Am 4. Januar wollen die Kultusministerinnen und Kultusminister der Länder zu Beratungen zusammenkommen. Einen Tag später entscheiden die Regierungschefs von Bund und Länder, wie es an den Schulen weitergehen soll. Schon jetzt zeichnet sich aber ab, dass es in vielen Bundesländern erst einmal keine Rückkehr zum vollen Präsenzunterricht geben wird. Lesen Sie auch: Coronavirus: Wie geht es Deutschlands "Patient 1" heute?

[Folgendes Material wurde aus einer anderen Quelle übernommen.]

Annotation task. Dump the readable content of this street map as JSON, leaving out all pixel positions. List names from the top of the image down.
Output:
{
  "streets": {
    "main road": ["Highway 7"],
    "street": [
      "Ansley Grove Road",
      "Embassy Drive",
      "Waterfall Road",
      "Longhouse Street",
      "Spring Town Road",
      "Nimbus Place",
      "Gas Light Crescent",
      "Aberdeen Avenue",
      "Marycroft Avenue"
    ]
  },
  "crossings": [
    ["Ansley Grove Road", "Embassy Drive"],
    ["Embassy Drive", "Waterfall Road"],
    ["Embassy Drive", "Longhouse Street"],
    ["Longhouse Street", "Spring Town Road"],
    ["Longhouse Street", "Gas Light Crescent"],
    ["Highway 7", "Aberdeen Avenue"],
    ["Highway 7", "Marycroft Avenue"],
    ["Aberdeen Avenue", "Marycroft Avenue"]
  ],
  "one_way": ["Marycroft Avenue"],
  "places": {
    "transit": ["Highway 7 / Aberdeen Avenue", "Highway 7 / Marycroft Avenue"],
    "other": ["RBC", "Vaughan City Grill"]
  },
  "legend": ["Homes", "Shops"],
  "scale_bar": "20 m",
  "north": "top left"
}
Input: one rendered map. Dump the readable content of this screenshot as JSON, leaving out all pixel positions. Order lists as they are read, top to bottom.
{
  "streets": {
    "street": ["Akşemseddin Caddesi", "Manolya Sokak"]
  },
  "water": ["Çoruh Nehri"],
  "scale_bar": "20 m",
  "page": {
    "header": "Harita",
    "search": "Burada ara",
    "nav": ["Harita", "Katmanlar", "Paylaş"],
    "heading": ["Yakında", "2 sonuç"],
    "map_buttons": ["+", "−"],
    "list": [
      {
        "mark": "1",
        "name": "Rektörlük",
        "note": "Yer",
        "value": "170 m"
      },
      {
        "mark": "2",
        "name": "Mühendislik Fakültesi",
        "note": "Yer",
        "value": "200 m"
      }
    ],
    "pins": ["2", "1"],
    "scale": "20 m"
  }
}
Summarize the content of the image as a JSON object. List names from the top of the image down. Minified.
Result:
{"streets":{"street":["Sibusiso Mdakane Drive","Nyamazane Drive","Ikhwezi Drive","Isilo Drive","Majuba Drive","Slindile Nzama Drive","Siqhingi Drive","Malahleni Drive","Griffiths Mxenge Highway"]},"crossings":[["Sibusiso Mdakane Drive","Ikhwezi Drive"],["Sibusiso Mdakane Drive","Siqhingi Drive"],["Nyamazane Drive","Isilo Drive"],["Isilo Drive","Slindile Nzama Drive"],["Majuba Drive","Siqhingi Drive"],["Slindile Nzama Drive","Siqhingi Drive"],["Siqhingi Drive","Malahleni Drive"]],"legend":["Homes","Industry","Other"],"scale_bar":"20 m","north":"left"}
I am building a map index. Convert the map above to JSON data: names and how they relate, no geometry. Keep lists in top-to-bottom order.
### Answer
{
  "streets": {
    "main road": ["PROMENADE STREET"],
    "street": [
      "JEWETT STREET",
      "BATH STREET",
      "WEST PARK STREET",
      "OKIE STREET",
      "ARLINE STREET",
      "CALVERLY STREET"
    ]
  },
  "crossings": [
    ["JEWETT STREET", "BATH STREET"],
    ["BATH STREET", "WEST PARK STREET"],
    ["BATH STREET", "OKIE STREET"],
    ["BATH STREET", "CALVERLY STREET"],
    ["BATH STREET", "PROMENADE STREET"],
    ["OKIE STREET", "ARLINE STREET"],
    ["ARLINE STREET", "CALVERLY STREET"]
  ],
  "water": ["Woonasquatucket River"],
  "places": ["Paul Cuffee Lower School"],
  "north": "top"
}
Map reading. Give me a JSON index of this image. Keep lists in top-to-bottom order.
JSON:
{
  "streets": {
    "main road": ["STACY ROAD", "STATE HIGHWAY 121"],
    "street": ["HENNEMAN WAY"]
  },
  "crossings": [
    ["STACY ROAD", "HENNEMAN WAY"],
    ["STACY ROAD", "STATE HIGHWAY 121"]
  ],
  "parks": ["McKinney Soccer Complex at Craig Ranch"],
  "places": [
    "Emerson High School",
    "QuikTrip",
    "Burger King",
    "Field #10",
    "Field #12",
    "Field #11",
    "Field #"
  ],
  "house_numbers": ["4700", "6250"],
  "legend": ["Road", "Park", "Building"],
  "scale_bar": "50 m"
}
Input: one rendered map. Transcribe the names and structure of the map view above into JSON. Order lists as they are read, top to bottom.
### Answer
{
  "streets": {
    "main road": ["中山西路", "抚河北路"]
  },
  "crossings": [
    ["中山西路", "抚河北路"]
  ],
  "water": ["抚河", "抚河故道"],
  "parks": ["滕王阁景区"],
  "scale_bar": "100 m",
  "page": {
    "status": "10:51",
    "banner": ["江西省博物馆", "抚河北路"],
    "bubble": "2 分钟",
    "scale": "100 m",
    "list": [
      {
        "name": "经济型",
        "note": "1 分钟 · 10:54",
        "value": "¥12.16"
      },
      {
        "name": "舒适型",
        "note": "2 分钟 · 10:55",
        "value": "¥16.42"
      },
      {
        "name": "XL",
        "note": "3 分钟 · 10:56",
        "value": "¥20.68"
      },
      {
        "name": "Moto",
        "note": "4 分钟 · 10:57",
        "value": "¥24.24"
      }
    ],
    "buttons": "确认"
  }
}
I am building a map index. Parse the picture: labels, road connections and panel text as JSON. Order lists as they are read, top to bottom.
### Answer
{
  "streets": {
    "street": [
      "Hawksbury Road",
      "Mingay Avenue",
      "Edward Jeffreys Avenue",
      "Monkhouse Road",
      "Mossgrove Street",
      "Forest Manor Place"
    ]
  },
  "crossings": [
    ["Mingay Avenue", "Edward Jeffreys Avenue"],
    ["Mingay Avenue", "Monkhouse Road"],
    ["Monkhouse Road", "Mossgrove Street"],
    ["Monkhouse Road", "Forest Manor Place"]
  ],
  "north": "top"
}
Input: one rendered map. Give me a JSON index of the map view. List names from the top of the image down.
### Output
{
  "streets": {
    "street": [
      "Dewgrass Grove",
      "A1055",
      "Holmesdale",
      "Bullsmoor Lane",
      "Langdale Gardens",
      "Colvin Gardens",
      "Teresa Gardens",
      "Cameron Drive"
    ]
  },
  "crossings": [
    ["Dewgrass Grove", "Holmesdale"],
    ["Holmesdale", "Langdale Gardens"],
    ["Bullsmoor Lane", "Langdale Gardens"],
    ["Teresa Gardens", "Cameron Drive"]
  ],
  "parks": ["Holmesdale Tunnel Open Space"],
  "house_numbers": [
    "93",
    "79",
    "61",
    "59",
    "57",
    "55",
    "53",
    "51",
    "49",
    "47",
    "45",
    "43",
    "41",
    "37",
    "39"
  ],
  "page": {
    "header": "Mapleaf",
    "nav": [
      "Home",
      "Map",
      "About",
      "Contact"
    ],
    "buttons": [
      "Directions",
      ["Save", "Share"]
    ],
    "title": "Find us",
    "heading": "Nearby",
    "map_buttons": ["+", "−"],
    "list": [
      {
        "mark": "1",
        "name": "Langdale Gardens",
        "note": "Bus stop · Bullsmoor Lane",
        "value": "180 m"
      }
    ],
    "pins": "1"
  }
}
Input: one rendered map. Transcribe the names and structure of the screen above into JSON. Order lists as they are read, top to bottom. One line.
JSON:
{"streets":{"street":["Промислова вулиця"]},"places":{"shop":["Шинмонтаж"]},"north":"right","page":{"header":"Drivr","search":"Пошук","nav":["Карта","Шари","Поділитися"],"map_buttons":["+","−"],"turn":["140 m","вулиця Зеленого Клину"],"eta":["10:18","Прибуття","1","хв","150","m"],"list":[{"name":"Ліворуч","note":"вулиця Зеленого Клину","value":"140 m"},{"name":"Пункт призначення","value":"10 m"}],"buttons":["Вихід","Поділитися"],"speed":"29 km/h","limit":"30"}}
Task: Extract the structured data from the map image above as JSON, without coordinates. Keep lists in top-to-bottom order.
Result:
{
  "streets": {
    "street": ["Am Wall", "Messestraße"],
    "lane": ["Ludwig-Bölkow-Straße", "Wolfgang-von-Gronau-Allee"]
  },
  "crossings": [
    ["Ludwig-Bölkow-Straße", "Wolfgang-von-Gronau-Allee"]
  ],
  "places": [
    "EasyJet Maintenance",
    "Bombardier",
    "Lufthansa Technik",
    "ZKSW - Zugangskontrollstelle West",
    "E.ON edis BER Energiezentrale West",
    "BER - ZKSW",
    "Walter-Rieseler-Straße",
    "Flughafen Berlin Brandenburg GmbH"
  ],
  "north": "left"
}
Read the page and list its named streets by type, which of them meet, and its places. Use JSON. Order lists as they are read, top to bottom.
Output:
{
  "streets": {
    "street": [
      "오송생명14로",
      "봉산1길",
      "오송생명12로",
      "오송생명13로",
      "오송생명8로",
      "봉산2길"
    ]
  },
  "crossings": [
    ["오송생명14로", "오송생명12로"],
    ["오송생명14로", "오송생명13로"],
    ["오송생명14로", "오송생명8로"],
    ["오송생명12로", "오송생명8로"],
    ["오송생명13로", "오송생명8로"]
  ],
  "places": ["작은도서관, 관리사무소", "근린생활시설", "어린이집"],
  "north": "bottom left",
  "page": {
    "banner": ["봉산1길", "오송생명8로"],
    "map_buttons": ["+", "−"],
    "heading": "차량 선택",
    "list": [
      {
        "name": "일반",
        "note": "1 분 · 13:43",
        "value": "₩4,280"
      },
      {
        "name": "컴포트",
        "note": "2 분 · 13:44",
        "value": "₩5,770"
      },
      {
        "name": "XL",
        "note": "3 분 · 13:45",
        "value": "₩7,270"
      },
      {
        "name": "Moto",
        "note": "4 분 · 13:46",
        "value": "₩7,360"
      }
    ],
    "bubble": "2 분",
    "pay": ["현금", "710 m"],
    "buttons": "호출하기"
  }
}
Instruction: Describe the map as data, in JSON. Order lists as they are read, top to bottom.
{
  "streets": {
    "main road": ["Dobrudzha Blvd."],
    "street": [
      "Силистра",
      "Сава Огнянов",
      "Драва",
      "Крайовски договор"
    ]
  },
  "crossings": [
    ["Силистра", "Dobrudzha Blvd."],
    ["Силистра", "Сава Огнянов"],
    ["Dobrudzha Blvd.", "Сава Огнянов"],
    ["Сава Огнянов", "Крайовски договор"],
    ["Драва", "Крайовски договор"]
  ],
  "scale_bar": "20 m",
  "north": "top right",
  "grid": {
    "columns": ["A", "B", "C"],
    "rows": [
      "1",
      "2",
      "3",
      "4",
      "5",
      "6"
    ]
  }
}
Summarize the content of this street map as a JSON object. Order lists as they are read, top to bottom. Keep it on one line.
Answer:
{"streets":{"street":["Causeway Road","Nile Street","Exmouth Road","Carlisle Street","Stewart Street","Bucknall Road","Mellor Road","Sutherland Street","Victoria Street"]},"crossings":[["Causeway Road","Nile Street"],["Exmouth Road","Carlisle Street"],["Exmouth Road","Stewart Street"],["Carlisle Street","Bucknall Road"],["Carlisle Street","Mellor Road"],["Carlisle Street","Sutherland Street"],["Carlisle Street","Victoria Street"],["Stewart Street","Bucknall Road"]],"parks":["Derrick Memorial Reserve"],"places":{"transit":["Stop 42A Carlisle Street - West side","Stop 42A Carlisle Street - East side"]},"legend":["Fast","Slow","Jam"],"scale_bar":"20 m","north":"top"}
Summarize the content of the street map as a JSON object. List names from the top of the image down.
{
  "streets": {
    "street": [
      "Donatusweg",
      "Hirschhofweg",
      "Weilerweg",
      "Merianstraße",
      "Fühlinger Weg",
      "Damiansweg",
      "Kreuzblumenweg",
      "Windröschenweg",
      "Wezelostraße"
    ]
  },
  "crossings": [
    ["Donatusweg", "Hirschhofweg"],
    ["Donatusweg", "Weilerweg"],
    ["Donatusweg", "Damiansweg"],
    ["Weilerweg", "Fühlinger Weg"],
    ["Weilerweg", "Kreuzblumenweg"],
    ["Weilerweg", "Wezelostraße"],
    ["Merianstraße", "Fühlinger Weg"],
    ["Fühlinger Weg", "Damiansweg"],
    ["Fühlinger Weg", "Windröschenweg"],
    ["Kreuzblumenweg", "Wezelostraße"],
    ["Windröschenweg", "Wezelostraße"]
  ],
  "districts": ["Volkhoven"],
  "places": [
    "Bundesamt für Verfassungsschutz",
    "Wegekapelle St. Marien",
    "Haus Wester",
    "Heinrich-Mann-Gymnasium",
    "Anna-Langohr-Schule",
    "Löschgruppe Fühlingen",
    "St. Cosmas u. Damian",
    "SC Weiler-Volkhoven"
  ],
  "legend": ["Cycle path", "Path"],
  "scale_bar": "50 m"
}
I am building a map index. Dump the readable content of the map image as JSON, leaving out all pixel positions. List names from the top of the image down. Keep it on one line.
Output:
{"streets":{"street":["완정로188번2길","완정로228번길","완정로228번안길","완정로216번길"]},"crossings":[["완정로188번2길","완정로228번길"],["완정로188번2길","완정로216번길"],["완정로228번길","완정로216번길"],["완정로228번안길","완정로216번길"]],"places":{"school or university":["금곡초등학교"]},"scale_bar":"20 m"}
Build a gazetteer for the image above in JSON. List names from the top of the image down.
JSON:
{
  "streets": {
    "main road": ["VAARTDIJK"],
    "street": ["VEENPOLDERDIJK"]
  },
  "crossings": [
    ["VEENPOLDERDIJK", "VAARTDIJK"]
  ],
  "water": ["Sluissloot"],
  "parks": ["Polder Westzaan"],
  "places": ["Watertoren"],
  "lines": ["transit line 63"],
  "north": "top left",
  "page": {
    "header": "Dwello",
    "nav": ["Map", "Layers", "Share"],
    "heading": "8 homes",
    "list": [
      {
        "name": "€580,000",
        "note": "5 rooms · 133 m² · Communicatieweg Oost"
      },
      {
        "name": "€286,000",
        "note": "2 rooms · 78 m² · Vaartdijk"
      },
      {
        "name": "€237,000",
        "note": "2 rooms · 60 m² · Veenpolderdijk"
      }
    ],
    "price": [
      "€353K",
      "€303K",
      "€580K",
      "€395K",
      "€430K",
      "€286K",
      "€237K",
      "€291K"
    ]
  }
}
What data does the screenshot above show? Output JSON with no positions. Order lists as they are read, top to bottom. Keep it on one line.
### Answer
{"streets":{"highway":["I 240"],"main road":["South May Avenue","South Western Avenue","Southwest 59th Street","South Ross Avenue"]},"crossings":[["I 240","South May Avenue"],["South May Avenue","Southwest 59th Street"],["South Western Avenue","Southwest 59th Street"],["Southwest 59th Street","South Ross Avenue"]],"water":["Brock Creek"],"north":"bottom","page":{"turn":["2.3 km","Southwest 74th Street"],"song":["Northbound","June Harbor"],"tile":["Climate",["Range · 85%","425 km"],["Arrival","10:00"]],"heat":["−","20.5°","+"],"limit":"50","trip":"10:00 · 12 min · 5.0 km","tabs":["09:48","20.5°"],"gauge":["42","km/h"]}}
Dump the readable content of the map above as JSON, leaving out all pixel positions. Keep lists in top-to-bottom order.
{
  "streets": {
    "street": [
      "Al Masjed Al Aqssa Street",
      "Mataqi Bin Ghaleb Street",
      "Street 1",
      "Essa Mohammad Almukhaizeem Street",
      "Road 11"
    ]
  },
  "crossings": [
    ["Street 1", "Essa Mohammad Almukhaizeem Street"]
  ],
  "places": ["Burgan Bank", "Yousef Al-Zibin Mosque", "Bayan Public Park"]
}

Kurzfristige Entscheidungen macht Betroffenen den Umgang mit der Situation schwer

Niedersachsen hatte schon vor Weihnachten erklärt, dass Schüler und Schülerinnen ab Klasse 5 bis Ende Januar im Wechsel zuhause und in der Schule unterrichtet werden, ausgenommen ist der Abiturjahrgang. In Rheinland-Pfalz soll es zunächst bis Mitte des Monats Fernunterricht geben, auch in Hamburg rechnet Bildungssenator Ties Rabe (SPD) nicht damit, dass ab dem 11. Januar wieder in Präsenz unterrichtet wird.

Wie kurzfristig derzeit entschieden wird, wie es weitergeht, mache es den Betroffenen schwerer, damit umzugehen, sagt Klaus Hurrelmann, Bildungsforscher an der Hertie School of Governance in Berlin. „Es wäre dringend nötig, Pläne drei oder vier Wochen im Voraus zu entwickeln und das durchzuhalten, um die Lage ein bisschen kalkulierbar zu machen“, sagt er. Der Forscher plädiert, vor allem für die Klassen vier bis zehn, für ein Hybridmodell aus Präsenz- und Distanzunterricht. Auch interessant: Deutsches Schulessen: Viel Fleisch und Süßes, wenig Gemüse

Die schlechteste aller Optionen sei es, die Schulen wie zeitweise im Frühjahr vollständig zu schließen. „Kinder, die ein Elternhaus haben, in dem sie benachteiligt, drangsaliert, sogar missbraucht werden, sind angewiesen auf die Schule als sicheren Ort“, sagt Hurrelmann. Eine komplette Schließung sei „das Schlimmste, was man diesen Kindern derzeit antun kann“.